BEGIN
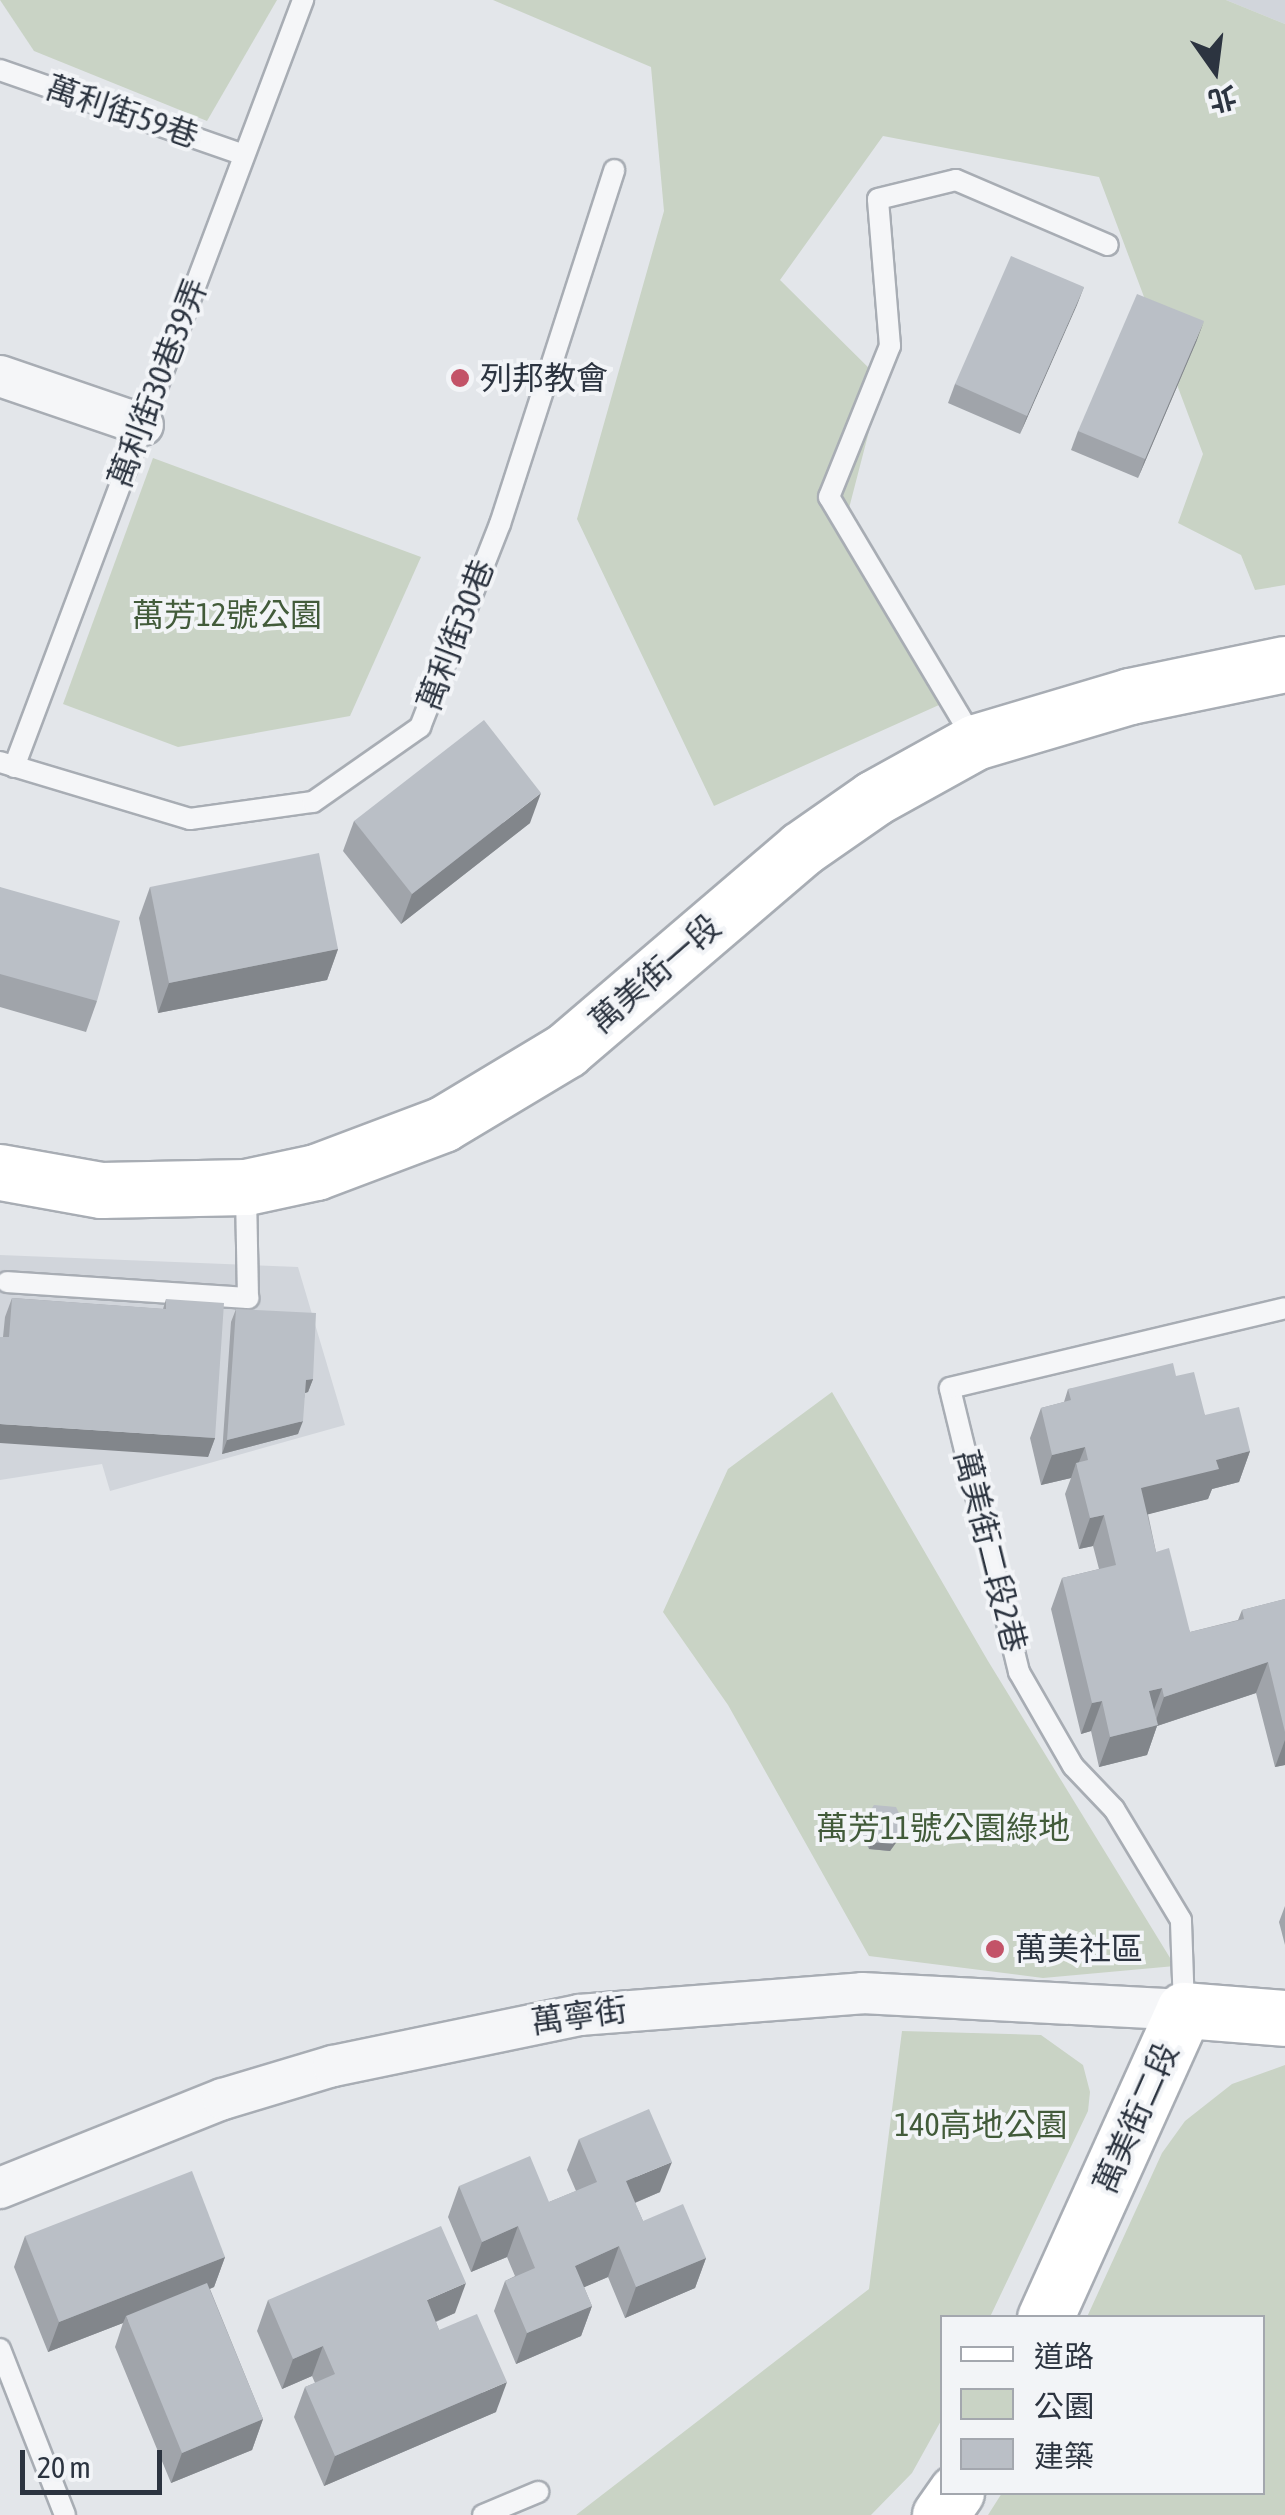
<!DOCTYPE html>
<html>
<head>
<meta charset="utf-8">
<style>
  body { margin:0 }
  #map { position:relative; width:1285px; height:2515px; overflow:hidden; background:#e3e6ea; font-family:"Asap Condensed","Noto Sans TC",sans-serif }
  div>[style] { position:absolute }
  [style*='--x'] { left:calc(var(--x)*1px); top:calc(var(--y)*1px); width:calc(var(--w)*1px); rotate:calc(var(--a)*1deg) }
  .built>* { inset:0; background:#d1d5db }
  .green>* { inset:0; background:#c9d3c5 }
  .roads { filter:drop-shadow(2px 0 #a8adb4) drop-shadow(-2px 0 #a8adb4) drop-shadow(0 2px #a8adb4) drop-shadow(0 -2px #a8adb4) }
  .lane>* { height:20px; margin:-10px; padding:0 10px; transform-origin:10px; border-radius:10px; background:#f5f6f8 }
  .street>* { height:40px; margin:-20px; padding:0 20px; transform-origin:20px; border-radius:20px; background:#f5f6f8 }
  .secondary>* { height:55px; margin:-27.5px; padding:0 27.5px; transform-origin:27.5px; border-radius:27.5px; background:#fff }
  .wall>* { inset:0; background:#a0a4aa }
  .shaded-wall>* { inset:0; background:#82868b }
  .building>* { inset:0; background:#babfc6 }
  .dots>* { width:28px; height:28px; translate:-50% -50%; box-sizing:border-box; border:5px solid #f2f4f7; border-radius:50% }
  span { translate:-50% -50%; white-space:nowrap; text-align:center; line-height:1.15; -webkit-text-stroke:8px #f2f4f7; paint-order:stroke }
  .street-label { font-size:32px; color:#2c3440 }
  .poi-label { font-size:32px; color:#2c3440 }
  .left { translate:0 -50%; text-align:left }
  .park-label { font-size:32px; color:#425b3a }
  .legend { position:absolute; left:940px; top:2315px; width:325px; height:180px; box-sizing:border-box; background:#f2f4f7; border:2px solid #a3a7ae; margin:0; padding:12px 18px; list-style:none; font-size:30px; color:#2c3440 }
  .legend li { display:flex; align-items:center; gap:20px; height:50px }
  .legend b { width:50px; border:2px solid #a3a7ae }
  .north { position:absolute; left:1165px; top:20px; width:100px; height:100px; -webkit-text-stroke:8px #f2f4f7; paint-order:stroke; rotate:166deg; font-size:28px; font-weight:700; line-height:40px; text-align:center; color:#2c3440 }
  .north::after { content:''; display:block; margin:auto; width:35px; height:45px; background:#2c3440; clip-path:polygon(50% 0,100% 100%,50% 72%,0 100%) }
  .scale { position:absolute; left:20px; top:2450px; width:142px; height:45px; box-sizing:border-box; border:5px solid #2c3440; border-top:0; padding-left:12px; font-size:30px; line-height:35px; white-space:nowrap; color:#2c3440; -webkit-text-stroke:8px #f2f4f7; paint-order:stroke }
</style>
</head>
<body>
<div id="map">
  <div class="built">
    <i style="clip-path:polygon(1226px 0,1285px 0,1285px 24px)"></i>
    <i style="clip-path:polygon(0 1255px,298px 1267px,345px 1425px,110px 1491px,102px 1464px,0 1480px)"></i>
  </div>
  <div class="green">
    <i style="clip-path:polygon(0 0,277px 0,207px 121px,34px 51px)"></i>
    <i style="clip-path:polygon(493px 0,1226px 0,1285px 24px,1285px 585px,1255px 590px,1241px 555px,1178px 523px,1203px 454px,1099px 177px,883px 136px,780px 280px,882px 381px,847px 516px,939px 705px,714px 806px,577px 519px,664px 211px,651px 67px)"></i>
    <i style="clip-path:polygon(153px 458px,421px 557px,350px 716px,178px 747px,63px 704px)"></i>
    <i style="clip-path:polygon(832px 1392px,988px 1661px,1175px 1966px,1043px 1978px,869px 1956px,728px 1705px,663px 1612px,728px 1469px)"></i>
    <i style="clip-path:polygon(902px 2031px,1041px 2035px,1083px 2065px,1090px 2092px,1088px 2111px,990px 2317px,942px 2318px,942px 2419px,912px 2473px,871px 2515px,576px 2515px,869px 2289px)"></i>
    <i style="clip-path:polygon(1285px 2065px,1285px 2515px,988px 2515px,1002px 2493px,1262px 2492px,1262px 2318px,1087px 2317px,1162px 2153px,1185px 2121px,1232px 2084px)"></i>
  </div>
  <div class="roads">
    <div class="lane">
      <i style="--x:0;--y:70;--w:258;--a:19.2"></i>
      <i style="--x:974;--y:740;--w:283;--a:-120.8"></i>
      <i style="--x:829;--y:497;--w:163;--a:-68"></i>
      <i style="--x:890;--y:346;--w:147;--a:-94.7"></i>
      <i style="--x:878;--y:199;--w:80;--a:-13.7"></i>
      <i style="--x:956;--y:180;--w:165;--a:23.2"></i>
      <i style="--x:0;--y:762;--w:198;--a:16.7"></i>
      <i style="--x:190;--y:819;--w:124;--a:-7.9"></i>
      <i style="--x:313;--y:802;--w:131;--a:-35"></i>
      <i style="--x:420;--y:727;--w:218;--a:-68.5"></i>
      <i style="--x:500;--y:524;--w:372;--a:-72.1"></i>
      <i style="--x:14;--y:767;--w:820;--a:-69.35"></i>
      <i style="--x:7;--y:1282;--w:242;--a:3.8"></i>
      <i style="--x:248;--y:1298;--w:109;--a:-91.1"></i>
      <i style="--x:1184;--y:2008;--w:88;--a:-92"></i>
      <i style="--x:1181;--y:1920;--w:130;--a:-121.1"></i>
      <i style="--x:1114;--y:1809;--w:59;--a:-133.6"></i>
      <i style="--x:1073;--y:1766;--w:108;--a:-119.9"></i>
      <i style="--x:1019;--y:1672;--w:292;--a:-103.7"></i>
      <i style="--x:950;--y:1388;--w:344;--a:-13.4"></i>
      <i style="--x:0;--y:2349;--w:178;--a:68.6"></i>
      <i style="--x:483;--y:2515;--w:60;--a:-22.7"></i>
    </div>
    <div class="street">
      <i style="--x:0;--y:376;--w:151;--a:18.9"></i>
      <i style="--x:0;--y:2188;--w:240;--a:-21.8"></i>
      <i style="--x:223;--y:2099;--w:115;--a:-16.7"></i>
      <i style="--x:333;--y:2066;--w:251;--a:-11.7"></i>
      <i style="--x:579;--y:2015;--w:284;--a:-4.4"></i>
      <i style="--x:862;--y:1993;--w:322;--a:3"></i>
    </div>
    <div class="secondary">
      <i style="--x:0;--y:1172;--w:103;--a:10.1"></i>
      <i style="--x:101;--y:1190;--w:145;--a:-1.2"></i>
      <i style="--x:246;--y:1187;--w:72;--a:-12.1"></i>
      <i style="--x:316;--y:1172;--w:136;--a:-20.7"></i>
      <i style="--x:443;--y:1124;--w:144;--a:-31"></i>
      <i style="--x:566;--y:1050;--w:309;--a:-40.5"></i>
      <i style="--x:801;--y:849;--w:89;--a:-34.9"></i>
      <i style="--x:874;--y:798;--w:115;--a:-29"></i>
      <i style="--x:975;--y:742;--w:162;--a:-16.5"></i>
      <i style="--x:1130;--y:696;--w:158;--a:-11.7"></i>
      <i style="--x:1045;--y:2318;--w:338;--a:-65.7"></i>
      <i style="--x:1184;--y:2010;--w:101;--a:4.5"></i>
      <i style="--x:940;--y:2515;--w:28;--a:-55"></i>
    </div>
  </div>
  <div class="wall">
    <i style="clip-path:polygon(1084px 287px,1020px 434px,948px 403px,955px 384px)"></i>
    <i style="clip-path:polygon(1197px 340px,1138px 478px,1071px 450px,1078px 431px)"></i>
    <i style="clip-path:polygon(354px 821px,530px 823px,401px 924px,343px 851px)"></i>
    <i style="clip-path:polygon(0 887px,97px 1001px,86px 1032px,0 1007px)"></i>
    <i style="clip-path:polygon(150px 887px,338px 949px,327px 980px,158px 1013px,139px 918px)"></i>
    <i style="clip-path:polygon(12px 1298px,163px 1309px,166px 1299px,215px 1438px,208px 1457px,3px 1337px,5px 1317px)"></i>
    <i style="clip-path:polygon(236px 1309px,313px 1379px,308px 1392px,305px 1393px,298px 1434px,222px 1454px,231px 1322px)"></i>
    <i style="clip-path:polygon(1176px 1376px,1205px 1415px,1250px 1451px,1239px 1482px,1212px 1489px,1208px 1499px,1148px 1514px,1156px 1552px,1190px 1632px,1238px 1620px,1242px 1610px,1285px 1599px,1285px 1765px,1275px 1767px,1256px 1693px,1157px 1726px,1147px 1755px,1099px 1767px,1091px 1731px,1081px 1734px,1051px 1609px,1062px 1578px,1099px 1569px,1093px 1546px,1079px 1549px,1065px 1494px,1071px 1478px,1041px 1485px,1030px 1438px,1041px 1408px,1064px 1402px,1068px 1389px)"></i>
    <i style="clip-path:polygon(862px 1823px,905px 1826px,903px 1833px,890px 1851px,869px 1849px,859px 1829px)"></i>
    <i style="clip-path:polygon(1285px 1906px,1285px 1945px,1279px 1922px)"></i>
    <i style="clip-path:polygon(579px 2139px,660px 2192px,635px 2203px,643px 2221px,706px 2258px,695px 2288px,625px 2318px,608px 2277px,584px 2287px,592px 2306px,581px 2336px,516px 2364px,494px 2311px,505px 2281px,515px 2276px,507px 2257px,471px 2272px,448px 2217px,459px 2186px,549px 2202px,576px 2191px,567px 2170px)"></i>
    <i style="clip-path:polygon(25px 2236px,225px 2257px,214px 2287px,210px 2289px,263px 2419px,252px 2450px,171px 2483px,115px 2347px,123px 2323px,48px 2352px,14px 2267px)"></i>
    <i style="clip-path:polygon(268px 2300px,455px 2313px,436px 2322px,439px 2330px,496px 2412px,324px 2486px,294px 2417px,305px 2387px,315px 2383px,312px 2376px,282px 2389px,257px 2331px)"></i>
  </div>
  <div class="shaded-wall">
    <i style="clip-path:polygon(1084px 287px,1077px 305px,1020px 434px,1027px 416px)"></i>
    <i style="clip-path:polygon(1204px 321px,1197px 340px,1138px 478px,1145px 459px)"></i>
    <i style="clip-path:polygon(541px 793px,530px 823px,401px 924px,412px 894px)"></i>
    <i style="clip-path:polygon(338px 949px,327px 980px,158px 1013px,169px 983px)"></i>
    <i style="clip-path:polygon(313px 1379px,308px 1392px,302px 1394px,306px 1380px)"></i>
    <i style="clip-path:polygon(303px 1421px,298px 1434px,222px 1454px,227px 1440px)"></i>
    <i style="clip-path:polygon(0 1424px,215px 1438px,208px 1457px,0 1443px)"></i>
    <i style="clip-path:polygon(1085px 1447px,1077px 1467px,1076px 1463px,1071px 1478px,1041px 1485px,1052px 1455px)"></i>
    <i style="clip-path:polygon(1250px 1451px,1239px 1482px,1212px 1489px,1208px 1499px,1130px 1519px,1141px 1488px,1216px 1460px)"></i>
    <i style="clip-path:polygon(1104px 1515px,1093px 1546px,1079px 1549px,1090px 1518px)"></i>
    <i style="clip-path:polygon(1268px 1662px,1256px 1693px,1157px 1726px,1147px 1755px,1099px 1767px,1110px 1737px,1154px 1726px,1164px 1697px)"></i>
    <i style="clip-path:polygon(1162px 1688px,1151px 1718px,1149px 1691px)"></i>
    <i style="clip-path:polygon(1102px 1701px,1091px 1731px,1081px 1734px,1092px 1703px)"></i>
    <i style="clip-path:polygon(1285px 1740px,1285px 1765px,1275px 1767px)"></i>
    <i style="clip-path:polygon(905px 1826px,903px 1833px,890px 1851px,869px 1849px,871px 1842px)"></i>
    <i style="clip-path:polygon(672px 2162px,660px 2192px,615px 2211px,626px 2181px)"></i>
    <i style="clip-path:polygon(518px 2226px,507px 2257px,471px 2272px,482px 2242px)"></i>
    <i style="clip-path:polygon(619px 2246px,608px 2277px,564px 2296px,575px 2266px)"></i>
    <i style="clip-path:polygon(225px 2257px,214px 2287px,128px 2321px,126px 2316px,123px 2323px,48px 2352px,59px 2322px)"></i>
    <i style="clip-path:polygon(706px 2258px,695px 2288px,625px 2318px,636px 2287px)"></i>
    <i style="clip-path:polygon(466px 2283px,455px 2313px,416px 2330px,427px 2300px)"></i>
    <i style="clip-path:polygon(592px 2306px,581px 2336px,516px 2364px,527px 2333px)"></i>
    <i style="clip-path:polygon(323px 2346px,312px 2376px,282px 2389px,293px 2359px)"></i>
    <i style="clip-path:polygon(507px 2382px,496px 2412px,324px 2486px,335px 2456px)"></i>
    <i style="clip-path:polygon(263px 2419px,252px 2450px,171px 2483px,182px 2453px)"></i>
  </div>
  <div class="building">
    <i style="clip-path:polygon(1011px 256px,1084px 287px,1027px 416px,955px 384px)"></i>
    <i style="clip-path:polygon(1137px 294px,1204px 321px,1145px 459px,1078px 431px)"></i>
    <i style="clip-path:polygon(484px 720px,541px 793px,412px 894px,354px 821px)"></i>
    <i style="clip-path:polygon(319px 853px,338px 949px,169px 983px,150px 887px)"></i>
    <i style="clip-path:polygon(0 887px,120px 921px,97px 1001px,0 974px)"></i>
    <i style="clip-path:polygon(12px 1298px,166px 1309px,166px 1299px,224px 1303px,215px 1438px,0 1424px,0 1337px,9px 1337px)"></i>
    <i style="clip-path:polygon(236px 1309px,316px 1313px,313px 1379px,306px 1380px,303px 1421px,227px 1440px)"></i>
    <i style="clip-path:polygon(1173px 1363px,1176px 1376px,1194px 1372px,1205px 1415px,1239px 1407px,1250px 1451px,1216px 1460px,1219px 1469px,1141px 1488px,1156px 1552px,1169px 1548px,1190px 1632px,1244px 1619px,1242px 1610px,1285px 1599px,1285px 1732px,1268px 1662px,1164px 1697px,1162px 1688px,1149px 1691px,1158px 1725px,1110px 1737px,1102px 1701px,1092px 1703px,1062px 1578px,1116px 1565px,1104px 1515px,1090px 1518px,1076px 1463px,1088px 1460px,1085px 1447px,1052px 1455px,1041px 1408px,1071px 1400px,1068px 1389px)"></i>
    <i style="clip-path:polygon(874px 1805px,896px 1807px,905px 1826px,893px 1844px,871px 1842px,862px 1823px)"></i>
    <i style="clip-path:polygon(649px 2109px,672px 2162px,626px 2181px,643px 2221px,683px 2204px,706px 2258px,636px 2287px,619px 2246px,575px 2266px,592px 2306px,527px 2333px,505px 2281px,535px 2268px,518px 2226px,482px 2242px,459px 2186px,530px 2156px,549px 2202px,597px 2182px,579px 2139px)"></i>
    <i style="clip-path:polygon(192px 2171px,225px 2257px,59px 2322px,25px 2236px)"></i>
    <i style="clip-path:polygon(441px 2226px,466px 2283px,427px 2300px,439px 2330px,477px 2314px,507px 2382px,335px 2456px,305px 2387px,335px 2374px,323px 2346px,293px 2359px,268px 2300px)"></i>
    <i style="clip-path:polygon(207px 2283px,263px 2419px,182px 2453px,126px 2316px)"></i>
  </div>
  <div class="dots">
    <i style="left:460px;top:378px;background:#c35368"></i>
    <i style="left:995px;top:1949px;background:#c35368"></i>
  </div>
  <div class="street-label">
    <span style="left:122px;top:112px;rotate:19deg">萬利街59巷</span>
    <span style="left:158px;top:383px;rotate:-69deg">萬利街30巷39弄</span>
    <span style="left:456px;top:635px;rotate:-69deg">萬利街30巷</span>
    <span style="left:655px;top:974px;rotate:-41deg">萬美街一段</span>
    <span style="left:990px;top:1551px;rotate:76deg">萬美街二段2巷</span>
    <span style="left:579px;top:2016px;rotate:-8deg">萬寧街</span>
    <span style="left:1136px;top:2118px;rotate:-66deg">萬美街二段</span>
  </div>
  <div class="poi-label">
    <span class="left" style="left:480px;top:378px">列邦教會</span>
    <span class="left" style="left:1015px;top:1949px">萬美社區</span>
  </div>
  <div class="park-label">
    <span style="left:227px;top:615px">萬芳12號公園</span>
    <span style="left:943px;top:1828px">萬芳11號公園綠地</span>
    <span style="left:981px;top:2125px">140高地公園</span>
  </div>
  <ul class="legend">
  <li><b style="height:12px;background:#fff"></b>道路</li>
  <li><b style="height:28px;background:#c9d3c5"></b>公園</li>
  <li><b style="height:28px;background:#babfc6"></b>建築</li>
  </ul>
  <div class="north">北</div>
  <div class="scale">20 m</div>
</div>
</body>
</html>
END
What the task requires - From the data above, pick out each line containing "roads" and copy it.

Finished task -
  .roads { filter:drop-shadow(2px 0 #a8adb4) drop-shadow(-2px 0 #a8adb4) drop-shadow(0 2px #a8adb4) drop-shadow(0 -2px #a8adb4) }
  <div class="roads">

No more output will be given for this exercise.